Back in grad school, I wrote a satire called The 12-Step Program For Academic Success, spoofing the career-building behavior of some of the academics I knew. One of the steps was putting together an academic book or "volume" (because in the 90s, nobody called them books - they were all "volumes" or "works"). Part of the gag was that academic books are, generally, horribly written, and patched together from articles that the author previously published.
I didn't know then to call this behavior "duplicate publication" or "self-plagiarism," but it didn't set well, and still doesn't. Maybe a series of articles is worth binding together, and maybe that series presents a coherent line of thought, but in my opinion, the vast majority of academic books put together thus is neither.
The present instance is not only incoherent chapter-to-chapter, but within each chapter there are gaps or clashing themes that the author has made no real pretense of making coherent. Readers are apparently supposed to assume that it flows and makes sense.
Part of me is angry because this has been published, and I don't have a book published. (That's pretty stupid, since I haven't written a book. But envy isn't always rational.) A larger part of me is angry because I have to read it to write the review - allegedly - and I promised, and have already written nasty notes in the margin, so I can't really back out of it or follow my whim to throw the book as far away as I can. A still larger part of me is righteously angry because it's so crappy, so clear an example of crappy academic behavior, and because I can see a much better way to approach the topic and to form the arguments than this hack did.
Now, the delicate matter. If I write the review I feel the book richly deserves - a right thrashing - what happens then? What if I meet this guy sometime? What if his friend shows up at a conference where I'm presenting a paper?

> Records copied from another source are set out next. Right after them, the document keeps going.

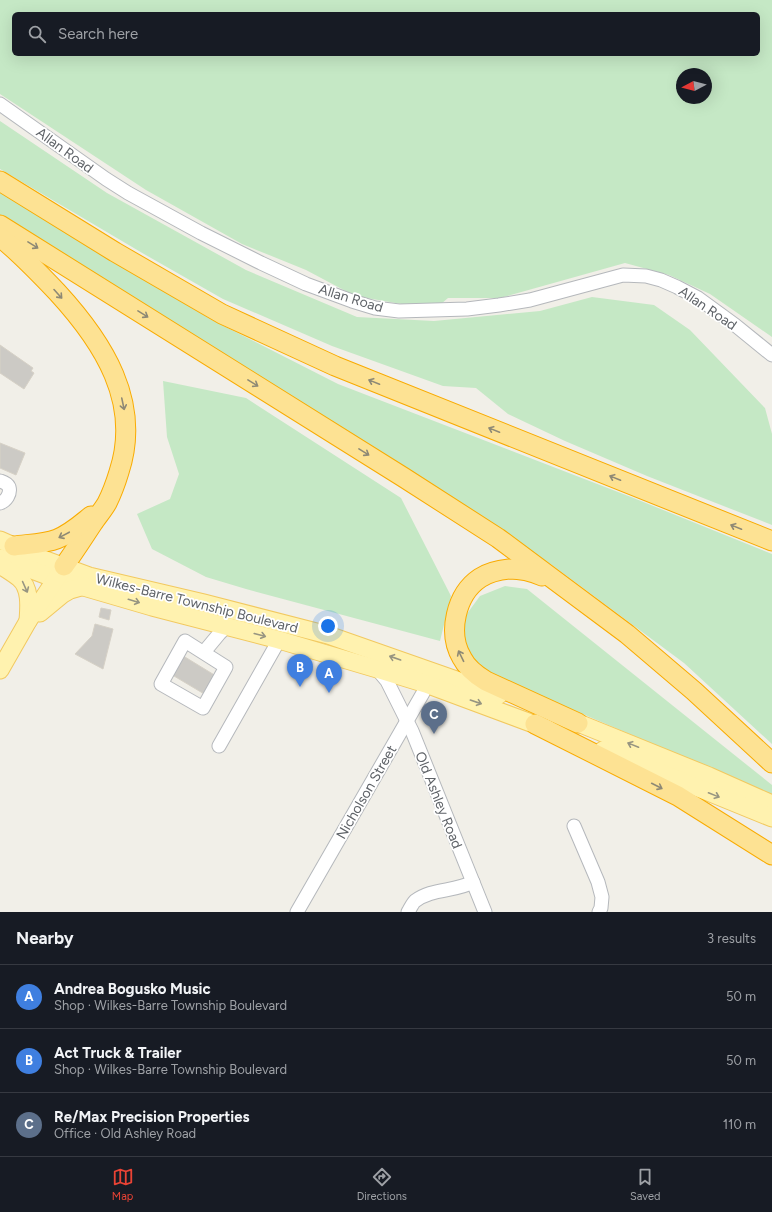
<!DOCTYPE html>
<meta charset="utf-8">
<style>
:root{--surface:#171b24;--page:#20242c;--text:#f1f3f6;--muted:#9ea1a6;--line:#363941;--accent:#ea4335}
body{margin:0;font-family:Figtree,sans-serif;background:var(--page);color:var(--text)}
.compass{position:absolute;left:676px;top:68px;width:36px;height:36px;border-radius:50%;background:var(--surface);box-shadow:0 4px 16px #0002;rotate:263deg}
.you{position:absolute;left:328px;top:626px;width:14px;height:14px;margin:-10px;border:3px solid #fff;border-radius:50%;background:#1a73e8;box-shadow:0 0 0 6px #1a73e833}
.badge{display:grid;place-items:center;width:26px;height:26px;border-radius:50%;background:var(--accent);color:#fff;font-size:13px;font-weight:700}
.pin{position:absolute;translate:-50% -33px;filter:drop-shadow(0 1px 2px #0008)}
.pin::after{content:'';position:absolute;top:21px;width:14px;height:12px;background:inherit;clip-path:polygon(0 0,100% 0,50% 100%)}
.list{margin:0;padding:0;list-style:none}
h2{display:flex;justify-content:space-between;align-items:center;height:52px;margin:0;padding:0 16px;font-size:17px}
h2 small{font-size:13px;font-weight:400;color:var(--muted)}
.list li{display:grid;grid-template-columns:26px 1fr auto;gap:12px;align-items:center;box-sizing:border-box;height:64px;padding:0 16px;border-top:1px solid var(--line)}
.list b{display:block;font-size:15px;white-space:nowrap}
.list p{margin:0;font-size:13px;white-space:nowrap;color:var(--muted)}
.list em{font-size:13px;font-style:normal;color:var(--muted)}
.icon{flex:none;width:22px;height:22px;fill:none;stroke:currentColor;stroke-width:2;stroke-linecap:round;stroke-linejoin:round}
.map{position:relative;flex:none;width:772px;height:912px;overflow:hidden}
.search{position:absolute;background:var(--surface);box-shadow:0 4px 16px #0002;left:12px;right:12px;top:12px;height:44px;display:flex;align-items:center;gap:10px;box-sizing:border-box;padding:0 14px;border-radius:6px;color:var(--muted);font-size:15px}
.sheet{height:244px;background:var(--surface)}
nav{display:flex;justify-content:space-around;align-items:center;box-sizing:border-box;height:56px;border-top:1px solid var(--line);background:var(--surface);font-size:11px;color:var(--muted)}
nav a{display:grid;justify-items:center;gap:2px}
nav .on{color:var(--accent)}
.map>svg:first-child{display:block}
.green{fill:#c5e8c5;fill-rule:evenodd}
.building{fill:#cccac5;stroke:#d6d1c6}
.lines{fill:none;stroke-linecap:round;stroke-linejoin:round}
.minor-casing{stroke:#b5b8bc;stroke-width:15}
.major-casing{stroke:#f2c960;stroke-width:19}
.highway-casing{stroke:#f9ab00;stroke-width:21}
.minor{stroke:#fff;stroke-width:13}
.major{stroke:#fff2af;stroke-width:17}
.highway{stroke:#fde293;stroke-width:19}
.oneway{stroke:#8e8975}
.oneway2{stroke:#979581}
.labels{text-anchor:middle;stroke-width:3.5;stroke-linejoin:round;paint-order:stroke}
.street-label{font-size:14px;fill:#5f6368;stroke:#fff}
</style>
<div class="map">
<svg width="772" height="912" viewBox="0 0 772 912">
<rect width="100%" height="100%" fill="#f1efe8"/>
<g class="green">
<path d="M0,0H772V337L710,294L669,275L625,263L500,298H448L441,304L419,307L355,296L306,270L242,244L146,190L0,94ZM14,14H758V54H14ZM682,74H706V98H682Z"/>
<polygon points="0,121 107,193 246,270 357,317 434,321 540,311 592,297 654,305 690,330 765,408 772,434 772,525 647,476 565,441 508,414 476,388 443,386 332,346 223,299 144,254 0,169"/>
<polygon points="0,190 210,319 338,384 631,497 772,554 772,744 684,663 552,565 419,477 0,218"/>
<polygon points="163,381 246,398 401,498 451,596 440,641 246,589 206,577 152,549 137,514 170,499 179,474 167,437"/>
<polygon points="505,586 527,589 772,785 772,795 487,673 469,658 462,639 466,615 480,596"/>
</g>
<g class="building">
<polygon points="0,345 33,368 31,371 34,373 24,389 0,373"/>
<polygon points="0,443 25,453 16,475 0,468"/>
<polygon points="101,608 111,610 109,620 99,617"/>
<polygon points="95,624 113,629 103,669 75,654 92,636"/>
<polygon points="180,654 216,676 206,695 169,673"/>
</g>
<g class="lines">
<defs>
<g id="minor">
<polyline points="0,104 106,179 128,193 201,233 261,263 306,284 352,301 375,308 399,311 467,309 499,305 530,300 623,275 646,276 661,280 677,287 698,298 735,325 772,355"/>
<path d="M0,481C3,482 7,483 9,487C11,494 6,501 0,503"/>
<polygon points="185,641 226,667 203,708 161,684"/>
<polyline points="204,652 219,634 227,626"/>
<polyline points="377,669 387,681 412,731 485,912"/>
<polyline points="219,746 274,649 279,640"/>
<polyline points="574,826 598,882 602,897 601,908 599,912"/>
<polyline points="297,912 423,693 429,677"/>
<path d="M408,912C410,909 412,904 415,901C432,888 454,892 473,882"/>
</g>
<g id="major">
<polyline points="0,540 43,559 89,576 204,603 328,635 499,695"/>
<polyline points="0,558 56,579 152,607 279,640 377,669 426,684 547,729"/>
<path d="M0,565C6,569 13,573 19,578C31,588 29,607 28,621"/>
<polyline points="40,613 63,594 70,590 84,586"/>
<polyline points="0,670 28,621 62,570"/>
<polyline points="566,718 709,776 772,804"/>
<polyline points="603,750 664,774 772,818"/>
</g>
<g id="highway">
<polyline points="0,181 115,252 222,314 335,366 772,541"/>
<polyline points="0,225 403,477 498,538 627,634 694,691 772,763"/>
<path d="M0,237C21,254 39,273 57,292C103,342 142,402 119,472C116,482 112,493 107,503C103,510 97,517 93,523C83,538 74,552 64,566"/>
<path d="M14,546C28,544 44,544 57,539C70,534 81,524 91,516"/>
<path d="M542,576C531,571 520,569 509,569C499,570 489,572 480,578C456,594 447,633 462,658C467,668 476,675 486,681L578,723"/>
<polyline points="535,724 678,796 772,855"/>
</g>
</defs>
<use href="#minor" class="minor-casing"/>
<use href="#major" class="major-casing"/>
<use href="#highway" class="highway-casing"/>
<use href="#minor" class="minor"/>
<use href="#major" class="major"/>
<use href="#highway" class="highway"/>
</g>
<defs><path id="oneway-shaft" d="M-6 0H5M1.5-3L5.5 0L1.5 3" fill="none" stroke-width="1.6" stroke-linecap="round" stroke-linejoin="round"/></defs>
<g class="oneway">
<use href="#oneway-shaft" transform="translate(33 245) rotate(32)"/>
<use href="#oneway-shaft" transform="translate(58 294) rotate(48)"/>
<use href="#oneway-shaft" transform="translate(143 314) rotate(32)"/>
<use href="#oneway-shaft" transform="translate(374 382) rotate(-158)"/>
<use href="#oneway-shaft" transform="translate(253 383) rotate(32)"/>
<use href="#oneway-shaft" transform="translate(123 404) rotate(78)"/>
<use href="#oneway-shaft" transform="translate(494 430) rotate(-158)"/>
<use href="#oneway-shaft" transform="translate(364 452) rotate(32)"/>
<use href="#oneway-shaft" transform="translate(615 478) rotate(-158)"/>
<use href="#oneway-shaft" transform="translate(736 527) rotate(-158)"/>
<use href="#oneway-shaft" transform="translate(64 535) rotate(152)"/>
<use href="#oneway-shaft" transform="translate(461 656) rotate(-116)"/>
<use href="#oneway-shaft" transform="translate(657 786) rotate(27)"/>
</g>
<g class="oneway2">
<use href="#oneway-shaft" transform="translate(25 587) rotate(66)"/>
<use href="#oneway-shaft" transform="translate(134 601) rotate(17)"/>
<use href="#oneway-shaft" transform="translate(260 635) rotate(15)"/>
<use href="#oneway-shaft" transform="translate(395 658) rotate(-161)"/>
<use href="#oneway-shaft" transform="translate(476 702) rotate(19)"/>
<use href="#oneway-shaft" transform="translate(633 745) rotate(-158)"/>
<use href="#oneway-shaft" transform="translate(714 795) rotate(22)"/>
</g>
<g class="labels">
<g class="street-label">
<text transform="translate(65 150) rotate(36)" y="5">Allan Road</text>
<text transform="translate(351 298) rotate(17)" y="5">Allan Road</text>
<text transform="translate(708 308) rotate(34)" y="5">Allan Road</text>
<text transform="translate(197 603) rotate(14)" y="5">Wilkes-Barre Township Boulevard</text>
<text transform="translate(366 792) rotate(-60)" y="5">Nicholson Street</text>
<text transform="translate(439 800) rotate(68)" y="5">Old Ashley Road</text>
</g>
</g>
</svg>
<svg class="compass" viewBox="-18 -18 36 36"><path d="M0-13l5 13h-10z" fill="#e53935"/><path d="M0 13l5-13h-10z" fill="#9ea1a6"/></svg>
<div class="you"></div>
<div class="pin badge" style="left:329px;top:693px;background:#3f7fe0">A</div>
<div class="pin badge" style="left:300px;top:687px;background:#3f7fe0">B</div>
<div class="pin badge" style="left:434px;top:734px;background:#5c6f8a">C</div>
<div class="search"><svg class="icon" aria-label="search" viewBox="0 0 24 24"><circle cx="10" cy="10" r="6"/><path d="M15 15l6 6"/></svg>Search here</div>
</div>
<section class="sheet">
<h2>Nearby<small>3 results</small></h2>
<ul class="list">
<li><span class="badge" style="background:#3f7fe0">A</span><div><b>Andrea Bogusko Music</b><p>Shop · Wilkes-Barre Township Boulevard</p></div><em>50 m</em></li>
<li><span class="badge" style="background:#3f7fe0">B</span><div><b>Act Truck &amp; Trailer</b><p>Shop · Wilkes-Barre Township Boulevard</p></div><em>50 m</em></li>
<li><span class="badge" style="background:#5c6f8a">C</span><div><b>Re/Max Precision Properties</b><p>Office · Old Ashley Road</p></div><em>110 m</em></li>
</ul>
</section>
<nav>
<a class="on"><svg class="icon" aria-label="map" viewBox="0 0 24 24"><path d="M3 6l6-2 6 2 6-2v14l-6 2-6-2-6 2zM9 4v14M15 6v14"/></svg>Map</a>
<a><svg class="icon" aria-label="directions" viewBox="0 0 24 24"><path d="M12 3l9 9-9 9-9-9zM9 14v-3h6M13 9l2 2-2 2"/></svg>Directions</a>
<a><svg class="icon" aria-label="saved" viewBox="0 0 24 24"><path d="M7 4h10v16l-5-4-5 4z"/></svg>Saved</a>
</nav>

I've written a couple very negative reviews of books before, but they were for the journal of the American Hegel Society, The Owl of Minerva, back in the anarchic days of the Hegel Society, when scathing, terribly nasty disputes via email discussion thread typified the prevailing ethos. (Hot damn, it was fun!) Most academic discussion, in print at least, is much more polite, and a lot of academics are thin-skinned, and some are vicious.
The topic, too, is one that attracts a lot of academics who believe themselves to be good-intentioned, but who are easily provoked. Could be some nastiness coming my way in return.